I had a couple of questions. I'll explain what I have in mind first and then
ask the questions.
I'm working on a search engine for my group which searches in a particualar
directory set which has Word Documents and HTML Files. I made Visual Basic
app that converted all the Word Documents into TEXT and HTML files and looks
for new files at a certain period. I made another VB app that indexes all
the TEXT files. By that I mean, it goes thru the text file and counts the
occurrence of every word ignoring certain words and characters. My original
plan was to put every word in a text file with the name of the file being
the first letter of the word. For example, words like, hello, hi, harry
would go in the file named h.txt. To develop the actual backend to the search
engine, I thought about doing the following. Whenever someone enters a query,
I would simply go to the file and find out where and how many times the word
occurs and arrange the files in the order where the word(s) occur most.
I also wanted to the search using the LIKE operator always. Meaning, if
they entered hello, I want to give results on ****, helloword, sayhello,
One problem I didn't think about before was being able to get the word "sayhello"

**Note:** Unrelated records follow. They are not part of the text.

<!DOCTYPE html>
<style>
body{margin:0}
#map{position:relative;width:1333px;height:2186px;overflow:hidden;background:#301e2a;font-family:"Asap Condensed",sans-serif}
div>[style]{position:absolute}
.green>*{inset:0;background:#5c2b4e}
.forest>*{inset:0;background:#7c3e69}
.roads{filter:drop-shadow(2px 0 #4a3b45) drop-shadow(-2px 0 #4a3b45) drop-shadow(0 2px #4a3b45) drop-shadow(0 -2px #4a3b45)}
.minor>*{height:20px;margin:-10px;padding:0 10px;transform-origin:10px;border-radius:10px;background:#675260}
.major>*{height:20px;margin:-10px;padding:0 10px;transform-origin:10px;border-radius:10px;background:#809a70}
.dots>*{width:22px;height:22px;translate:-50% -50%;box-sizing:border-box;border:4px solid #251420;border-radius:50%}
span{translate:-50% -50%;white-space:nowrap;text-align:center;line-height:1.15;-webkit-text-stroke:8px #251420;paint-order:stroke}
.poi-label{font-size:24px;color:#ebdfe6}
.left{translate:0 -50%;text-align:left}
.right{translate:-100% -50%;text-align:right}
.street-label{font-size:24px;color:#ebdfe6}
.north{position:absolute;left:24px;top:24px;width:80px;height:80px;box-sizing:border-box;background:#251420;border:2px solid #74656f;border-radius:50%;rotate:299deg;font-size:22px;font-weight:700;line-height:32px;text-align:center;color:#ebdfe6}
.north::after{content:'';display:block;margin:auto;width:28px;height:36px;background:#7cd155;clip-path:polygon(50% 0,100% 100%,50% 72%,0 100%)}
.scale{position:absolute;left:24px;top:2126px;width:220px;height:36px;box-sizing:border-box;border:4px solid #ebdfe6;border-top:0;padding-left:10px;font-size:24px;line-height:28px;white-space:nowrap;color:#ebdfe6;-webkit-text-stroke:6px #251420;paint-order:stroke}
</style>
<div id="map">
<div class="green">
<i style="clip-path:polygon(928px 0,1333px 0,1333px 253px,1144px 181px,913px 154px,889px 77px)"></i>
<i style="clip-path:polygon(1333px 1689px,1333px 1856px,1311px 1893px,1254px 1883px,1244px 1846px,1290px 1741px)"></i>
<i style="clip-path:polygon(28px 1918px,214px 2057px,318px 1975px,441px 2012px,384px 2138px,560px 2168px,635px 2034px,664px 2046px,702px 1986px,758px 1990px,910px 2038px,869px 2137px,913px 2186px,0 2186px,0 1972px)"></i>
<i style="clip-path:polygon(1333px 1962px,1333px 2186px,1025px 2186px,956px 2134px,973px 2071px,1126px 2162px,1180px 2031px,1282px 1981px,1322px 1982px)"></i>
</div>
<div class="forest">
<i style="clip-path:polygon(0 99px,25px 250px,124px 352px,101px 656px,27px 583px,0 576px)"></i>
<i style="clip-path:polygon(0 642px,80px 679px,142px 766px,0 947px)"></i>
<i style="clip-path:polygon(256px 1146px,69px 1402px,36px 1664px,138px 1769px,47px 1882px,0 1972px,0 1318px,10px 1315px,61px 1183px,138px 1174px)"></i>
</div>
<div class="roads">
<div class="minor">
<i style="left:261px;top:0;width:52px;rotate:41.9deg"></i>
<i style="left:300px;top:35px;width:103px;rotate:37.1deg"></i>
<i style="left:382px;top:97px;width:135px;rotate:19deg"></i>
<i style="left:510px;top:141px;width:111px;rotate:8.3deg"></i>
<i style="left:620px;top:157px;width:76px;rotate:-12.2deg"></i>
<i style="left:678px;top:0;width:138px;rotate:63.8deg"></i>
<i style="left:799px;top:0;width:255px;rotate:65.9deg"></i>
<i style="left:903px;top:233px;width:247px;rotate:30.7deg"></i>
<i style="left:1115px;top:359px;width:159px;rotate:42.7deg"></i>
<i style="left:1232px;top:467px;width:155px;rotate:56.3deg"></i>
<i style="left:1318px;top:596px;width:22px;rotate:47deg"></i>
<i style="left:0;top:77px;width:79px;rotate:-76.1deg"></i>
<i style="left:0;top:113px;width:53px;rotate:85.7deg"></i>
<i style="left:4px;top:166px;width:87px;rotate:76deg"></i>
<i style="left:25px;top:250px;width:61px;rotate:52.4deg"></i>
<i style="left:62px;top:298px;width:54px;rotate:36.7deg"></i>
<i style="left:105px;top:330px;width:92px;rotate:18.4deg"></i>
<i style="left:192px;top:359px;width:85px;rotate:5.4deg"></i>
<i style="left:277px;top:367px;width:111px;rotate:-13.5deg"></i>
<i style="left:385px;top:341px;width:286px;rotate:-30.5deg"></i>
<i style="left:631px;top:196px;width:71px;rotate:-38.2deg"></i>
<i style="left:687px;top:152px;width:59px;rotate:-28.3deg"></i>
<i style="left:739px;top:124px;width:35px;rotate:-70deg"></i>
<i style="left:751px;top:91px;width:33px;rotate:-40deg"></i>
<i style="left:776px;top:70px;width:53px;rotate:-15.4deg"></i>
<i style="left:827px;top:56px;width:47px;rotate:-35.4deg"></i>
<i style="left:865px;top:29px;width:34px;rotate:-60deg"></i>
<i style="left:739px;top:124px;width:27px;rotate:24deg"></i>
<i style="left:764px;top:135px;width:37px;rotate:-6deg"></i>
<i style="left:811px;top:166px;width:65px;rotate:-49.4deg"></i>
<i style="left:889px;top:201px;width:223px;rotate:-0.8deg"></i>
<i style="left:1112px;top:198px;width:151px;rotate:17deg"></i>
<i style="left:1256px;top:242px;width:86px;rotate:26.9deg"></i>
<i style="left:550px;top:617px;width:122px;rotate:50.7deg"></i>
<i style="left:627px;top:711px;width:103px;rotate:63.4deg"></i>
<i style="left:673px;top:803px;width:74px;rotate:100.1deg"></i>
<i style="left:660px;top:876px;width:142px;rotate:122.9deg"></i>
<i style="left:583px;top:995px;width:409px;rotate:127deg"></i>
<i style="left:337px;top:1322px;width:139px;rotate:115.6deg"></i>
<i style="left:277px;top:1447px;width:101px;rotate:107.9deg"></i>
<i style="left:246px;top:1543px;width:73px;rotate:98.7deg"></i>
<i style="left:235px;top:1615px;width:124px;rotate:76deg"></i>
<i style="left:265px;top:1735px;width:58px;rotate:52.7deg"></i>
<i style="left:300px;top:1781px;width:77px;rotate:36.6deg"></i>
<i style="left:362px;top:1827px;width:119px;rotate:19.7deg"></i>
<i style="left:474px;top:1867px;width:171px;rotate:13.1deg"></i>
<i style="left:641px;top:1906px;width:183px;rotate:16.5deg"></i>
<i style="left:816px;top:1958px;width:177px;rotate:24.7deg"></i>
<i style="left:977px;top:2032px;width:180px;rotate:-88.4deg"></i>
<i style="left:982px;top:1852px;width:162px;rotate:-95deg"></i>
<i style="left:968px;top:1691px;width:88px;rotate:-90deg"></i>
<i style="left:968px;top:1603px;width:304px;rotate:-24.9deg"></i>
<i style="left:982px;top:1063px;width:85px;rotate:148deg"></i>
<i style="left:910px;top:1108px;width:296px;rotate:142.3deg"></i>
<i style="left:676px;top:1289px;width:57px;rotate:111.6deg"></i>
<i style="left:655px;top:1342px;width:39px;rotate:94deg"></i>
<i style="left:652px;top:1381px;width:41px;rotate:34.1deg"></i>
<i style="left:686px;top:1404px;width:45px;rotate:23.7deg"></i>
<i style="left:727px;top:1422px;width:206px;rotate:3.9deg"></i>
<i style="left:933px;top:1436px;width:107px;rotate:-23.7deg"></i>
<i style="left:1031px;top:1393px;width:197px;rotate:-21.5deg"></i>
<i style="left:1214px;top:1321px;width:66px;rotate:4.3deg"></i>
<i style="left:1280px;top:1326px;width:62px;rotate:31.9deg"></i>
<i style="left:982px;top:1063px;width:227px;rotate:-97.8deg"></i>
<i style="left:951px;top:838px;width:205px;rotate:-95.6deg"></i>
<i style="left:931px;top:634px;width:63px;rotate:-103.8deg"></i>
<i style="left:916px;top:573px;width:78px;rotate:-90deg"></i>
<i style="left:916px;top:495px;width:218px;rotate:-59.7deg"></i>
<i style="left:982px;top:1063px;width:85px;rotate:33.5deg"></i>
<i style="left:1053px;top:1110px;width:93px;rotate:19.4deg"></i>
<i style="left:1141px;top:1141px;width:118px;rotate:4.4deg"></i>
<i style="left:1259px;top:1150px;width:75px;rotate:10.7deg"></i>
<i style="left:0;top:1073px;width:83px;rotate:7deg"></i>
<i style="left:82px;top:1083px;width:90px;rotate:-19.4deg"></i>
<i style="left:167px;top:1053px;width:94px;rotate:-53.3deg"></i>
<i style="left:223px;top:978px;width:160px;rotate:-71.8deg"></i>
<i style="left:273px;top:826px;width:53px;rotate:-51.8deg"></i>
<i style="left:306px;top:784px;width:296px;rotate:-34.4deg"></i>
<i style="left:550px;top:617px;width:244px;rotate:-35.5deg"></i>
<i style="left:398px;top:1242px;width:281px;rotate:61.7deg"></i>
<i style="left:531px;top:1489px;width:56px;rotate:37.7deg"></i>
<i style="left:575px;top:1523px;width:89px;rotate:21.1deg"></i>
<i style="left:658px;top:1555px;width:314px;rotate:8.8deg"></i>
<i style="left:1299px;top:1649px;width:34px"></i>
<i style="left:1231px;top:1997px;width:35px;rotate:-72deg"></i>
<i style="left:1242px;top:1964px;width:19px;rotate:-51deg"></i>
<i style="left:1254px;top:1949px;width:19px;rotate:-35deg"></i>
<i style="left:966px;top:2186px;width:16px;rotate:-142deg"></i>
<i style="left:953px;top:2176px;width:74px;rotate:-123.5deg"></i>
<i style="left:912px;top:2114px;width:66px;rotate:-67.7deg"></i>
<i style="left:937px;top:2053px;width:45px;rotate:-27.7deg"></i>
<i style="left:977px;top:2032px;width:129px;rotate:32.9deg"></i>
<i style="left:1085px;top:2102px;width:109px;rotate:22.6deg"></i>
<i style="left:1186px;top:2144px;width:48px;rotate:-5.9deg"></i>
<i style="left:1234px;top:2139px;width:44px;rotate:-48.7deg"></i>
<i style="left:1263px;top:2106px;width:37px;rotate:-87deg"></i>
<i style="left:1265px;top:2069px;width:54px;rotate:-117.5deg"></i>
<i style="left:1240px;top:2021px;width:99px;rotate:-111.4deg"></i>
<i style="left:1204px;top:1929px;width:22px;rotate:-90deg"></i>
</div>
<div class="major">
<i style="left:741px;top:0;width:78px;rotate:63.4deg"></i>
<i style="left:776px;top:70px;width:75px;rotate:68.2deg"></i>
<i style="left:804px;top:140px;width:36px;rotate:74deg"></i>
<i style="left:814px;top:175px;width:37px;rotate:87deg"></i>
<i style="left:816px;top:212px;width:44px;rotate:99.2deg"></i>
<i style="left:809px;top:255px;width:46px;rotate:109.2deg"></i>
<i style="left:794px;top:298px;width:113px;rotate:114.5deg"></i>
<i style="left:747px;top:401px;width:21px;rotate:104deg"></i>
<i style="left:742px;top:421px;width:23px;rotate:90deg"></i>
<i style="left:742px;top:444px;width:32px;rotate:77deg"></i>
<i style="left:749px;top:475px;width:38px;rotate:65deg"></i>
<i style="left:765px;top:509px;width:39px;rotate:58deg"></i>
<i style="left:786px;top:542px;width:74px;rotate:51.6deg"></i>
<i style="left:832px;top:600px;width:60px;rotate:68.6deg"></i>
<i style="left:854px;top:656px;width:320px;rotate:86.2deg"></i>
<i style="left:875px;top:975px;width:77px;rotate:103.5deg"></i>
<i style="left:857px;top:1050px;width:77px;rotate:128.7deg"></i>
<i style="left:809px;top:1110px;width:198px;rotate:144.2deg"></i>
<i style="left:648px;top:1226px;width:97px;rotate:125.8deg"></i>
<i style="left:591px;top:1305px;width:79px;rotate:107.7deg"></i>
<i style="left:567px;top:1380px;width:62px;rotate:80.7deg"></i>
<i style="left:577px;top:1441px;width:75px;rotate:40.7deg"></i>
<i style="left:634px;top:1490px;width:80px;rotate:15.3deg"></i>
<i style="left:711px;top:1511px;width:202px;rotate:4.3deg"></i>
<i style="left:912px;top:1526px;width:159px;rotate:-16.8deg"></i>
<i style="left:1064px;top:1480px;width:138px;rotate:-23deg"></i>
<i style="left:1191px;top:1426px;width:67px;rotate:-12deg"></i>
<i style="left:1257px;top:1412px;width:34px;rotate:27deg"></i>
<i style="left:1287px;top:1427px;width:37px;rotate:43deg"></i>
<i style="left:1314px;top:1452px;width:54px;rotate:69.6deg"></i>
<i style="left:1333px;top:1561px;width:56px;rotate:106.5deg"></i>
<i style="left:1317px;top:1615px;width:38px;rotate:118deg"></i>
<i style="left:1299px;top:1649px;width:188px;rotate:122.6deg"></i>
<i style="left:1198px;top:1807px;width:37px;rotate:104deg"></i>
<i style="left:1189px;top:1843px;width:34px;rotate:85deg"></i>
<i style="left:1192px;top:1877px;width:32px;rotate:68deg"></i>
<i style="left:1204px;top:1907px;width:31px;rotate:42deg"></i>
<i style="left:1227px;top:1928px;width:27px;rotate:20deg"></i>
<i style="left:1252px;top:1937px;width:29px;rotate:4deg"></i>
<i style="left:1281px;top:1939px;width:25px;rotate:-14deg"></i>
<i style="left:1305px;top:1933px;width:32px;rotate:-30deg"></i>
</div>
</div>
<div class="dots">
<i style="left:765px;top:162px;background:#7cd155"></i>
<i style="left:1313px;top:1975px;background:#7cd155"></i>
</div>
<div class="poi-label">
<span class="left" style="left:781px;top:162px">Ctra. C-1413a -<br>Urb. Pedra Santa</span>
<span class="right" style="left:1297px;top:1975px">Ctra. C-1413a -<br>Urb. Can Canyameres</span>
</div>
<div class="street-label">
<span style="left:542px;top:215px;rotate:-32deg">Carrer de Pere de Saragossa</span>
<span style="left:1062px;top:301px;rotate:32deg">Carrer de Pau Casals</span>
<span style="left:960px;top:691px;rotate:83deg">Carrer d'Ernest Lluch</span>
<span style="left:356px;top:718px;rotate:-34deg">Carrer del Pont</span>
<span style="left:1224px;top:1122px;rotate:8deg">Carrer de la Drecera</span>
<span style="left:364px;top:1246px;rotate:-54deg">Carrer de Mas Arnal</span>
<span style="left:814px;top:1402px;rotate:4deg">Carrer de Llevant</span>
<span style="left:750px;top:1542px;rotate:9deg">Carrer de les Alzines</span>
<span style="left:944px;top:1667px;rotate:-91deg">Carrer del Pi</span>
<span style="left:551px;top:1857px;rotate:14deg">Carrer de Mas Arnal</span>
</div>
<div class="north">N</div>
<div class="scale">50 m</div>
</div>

since it would be in a different file. So the solution I came up with is
to just have one text file and put all the words in there.
Here are my questions:
- The backend of the search which actually looks through the files and finds
out the search result - should it be done in JSP, Servlets, EJBs or any other
technology? Which one is easier to implement my logic in?
- Instead of having more than 26 files( 1 for each alphabet) or more, if
I make one file, would it somehow affect the run time in how long it gives
back the results?
- Is it better to just do one file to implement the LIKE operator instead
of going thru all 26 files to find words like the user entered?
Please clarify anything if need be to answer my questions.